[Stored data entries]
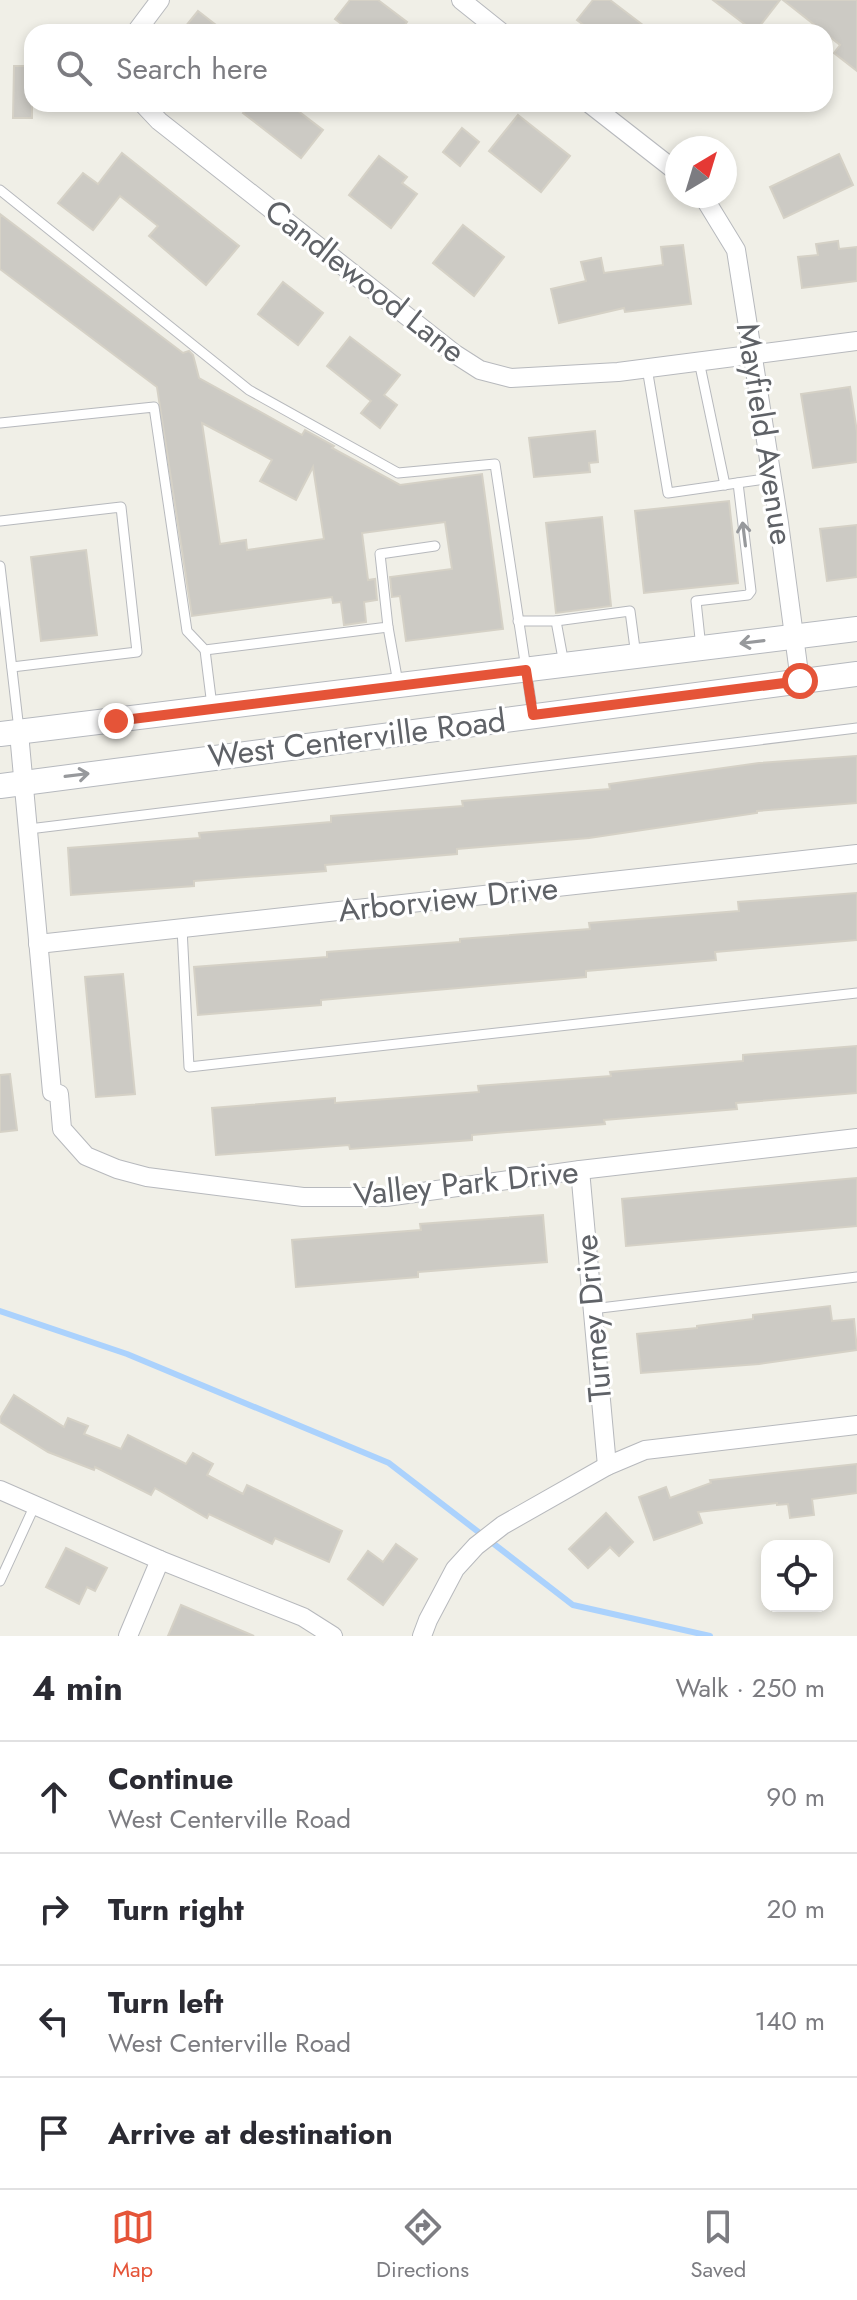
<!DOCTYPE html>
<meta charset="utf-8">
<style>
body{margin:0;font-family:Jost,sans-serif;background:#f7f7f7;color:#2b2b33}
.controls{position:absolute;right:24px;bottom:24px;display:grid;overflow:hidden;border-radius:16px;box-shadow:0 4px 12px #0003}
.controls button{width:72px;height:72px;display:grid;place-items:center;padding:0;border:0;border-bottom:2px solid #e1e1e2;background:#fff;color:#2b2b33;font:40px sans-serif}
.compass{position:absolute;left:665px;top:136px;width:72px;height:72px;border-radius:50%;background:#fff;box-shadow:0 4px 12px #0003;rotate:38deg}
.stop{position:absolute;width:24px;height:24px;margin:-18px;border:6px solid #e55438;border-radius:50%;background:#fff}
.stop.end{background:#e55438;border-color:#fff;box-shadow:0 2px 8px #0008}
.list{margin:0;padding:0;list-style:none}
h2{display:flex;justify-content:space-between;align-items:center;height:104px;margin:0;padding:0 32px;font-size:34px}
h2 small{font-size:26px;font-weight:400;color:#7c7c81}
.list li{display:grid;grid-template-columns:52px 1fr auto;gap:24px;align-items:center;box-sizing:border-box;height:112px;padding:0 32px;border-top:2px solid #e1e1e2}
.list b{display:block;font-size:30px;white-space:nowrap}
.list p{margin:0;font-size:26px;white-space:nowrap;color:#7c7c81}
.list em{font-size:26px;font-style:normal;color:#7c7c81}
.icon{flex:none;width:44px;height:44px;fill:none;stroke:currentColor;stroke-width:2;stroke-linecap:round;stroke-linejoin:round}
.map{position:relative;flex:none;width:857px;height:1636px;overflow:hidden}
.search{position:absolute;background:#fff;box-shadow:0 4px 12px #0003;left:24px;right:24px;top:24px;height:88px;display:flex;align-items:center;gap:20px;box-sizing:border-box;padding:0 28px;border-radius:24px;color:#7c7c81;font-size:30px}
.sheet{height:552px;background:#fff}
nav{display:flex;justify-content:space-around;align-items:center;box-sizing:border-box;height:112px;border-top:2px solid #e1e1e2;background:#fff;font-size:22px;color:#7c7c81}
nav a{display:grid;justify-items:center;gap:4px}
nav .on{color:#e55438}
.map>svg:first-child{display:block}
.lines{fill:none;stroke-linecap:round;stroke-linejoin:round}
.stream{stroke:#abd2fd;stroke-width:6}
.building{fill:#cccac4;stroke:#d5d1c6;stroke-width:2;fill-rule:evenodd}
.service-casing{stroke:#b7b9bd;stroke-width:11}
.minor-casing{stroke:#b7b9bd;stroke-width:20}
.secondary-casing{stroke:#b6b9be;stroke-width:26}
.service{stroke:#fff;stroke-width:9}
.minor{stroke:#fff;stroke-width:18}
.secondary{stroke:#fff;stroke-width:24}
.oneway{stroke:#97999c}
.route{stroke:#e55438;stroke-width:10}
.labels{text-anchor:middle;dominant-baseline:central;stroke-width:6;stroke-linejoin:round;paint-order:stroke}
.street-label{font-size:32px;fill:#5f6267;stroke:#fff}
</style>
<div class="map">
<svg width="857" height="1636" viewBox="0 0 857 1636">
<rect width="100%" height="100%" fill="#f0efe7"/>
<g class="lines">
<path class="stream" d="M0,1311L127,1354L389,1463L573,1605L710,1636"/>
</g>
<g class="building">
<path d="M350,0H378L407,22L399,32H352L335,19Z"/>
<path d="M593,0H610L652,32H593L577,20Z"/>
<path d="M713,0H780L755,32Z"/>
<path d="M783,0H857V71L834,53L840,45Z"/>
<path d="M198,11L225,32H181Z"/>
<path d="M14,66H32V118H13Z"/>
<path d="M250,104H289L323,130L301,158L243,113Z"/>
<path d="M518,115L570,156L541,192L489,151Z"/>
<path d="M462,128L479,142L460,166L443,152Z"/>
<path d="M122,153L239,246L206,285L149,236L158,226L120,196L93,230L58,203L83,173L98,184Z"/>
<path d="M839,154L853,185L784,218L770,187Z"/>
<path d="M379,156L407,177L402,183L417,194L391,228L349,195Z"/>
<path d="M0,214L183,353L189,351L193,355L199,378L302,435L305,430L334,446L332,448L400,485L482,474L503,629L406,641L400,596L392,597L390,577L452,569L445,522L362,533L368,580L375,579L377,600L364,602L366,622L344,625L341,602L333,603L332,597L192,616L157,387L0,269ZM202,423L272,460L260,481L296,500L313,467L324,539L247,550L246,540L220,544Z"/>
<path d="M463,225L504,257L474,296L433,263Z"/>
<path d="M838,241L839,249L857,247V281L802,288L798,257L818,255L816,244Z"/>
<path d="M683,245L691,304L625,312L624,308L559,323L551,289L586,281L581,262L601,258L604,273L663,265L661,247Z"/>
<path d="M283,282L323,313L298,345L258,314Z"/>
<path d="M350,337L400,375L384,395L397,405L380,428L361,413L371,401L327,366Z"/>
<path d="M850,387L857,432V462L813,468L801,394Z"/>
<path d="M595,431L598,462L589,463L590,472L534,477L529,438Z"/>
<path d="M729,501L738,583L644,593L635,511Z"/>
<path d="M602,517L611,606L556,613L546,523Z"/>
<path d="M857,525V577L827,581L820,529Z"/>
<path d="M86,550L97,635L41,641L31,557Z"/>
<path d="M857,756V803L757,811V813L589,838L457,849V854L325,865L326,871L194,881V886L71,895L68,848L200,838L199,833L331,822V816L463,806L462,801L610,789L609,784L759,763Z"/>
<path d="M857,893V940L715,952L716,960L586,971V977L321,1000V1005L198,1015L194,967L327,957V952L460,942V939L590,929L589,923L739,911L738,902Z"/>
<path d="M123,974L135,1094L96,1097L85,977Z"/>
<path d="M857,1046V1093L736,1103L737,1109L604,1120L605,1124L472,1135V1140L350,1149L349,1145L216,1155L212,1108L335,1098V1103L479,1092L478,1086L611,1076L610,1072L743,1061V1055Z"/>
<path d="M10,1074L17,1130L0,1132V1075Z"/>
<path d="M857,1178V1226L626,1246L622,1199Z"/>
<path d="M543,1215L547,1262L418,1272V1277L296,1287L292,1240L421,1230L420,1224Z"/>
<path d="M830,1306L832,1321L854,1319L857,1350L759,1364L641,1373L637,1334L697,1328V1326L753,1319V1315Z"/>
<path d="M14,1395L64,1427L68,1418L88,1426L84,1434L121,1449L128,1435L186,1464L193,1453L213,1464L207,1475L243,1494L247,1485L342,1531L329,1562L275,1538L272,1544L209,1514L207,1518L155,1488L151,1495L95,1467L94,1470L48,1452L0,1422V1418Z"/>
<path d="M857,1464V1493L812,1499L814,1515L790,1518L788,1504L777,1505V1503L698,1512L702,1523L654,1540L639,1497L666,1487L670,1498L711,1483L710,1480Z"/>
<path d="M606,1513L633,1542L619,1556L610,1547L588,1568L569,1549Z"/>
<path d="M396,1544L417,1559L383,1605L348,1579L368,1551L383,1562Z"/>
<path d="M66,1548L107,1568L95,1591L87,1587L79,1604L46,1587Z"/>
<path d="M181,1605L254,1636H168Z"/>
</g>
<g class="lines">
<g class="service-casing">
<g id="service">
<path d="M0,190L249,390L398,473L495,464L533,715"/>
<path d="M699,361L725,485"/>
<path d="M647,368L668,493L772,478"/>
<path d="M0,423L154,407L187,631L205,650L388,627L380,554L435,546"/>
<path d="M0,521L121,507L137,652L12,667"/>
<path d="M0,566L19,730"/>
<path d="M518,621H556L564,664"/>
<path d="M556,621L630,611L636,656"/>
<path d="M388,627L398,683"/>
<path d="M701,648L696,601L748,595L751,591L738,483"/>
<path d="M205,650L212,706"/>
<path d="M29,829L857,728"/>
<path d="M182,928L189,1067L857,993"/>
<path d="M592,1309L857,1277"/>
<path d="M0,1581L34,1507"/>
</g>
</g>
<g class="minor-casing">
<g id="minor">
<path d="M461,0L501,32"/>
<path d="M136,32L160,0"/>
<path d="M143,104L159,121L455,354L480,370L511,378L618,372L857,341"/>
<path d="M590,104L677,172"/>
<path d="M703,196L736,250L779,523L800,681"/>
<path d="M19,733L52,1092L59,1094L62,1129L86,1156L117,1169L147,1177L303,1197H386L580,1170L857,1138"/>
<path d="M38,944L857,854"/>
<path d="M580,1170L607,1466"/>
<path d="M0,1490L160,1560L303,1617L333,1636"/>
<path d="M128,1636L160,1560"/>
<path d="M422,1636L428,1620L455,1569L476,1546L503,1525L607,1466L645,1450L857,1425"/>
</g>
</g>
<g class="secondary-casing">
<g id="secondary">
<path d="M0,734L857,629"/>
<path d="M0,786L857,674"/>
</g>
</g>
<use href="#service" class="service"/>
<use href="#minor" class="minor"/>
<use href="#secondary" class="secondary"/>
</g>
<defs><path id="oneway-shaft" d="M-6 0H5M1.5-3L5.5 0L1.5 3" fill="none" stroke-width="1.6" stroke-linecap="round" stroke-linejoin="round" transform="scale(2)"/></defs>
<g class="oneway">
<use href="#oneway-shaft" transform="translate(744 534) rotate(-97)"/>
<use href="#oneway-shaft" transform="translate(752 642) rotate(173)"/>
<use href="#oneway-shaft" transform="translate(77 775) rotate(-7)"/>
</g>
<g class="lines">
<path class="route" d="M116,721L526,670L533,715L800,681"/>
</g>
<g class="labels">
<g class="street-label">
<text transform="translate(365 281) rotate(38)">Candlewood Lane</text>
<text transform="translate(765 434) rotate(81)">Mayfield Avenue</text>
<text transform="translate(357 738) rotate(-7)">West Centerville Road</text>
<text transform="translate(448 899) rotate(-6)">Arborview Drive</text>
<text transform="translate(466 1183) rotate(-6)">Valley Park Drive</text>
<text transform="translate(593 1318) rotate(-95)">Turney Drive</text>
</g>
</g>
</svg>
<div class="controls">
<button><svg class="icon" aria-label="locate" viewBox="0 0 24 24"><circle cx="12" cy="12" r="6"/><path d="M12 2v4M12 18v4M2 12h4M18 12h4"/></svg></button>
</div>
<svg class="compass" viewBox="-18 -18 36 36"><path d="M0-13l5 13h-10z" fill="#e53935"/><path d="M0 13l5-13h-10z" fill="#7c7c81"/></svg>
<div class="stop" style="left:800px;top:681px"></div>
<div class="stop end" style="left:116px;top:721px"></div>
<div class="search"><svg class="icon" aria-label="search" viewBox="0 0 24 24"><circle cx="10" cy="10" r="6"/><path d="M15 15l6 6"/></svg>Search here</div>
</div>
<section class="sheet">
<h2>4 min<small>Walk · 250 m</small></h2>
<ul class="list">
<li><svg class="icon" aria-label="ahead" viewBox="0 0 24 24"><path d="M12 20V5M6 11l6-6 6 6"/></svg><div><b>Continue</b><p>West Centerville Road</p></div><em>90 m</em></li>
<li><svg class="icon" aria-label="right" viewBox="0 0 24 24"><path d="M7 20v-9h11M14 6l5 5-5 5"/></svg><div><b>Turn right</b></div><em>20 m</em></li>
<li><svg class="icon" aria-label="left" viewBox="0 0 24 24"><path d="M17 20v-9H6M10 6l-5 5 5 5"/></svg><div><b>Turn left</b><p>West Centerville Road</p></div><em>140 m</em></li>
<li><svg class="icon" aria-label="arrive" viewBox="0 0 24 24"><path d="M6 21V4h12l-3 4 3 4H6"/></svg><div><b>Arrive at destination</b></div></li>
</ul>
</section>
<nav>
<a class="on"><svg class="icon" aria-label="map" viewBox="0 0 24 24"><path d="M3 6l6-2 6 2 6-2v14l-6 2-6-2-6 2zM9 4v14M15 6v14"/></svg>Map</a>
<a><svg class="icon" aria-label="directions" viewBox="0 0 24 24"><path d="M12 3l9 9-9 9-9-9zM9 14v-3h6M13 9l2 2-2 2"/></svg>Directions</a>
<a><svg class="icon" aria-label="saved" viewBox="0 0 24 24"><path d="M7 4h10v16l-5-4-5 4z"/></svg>Saved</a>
</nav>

WORK ORDER -> Out of the records above, pick each line that contains the string "sheet".

EXERCISE RESULT ->
.sheet{height:552px;background:#fff}
<section class="sheet">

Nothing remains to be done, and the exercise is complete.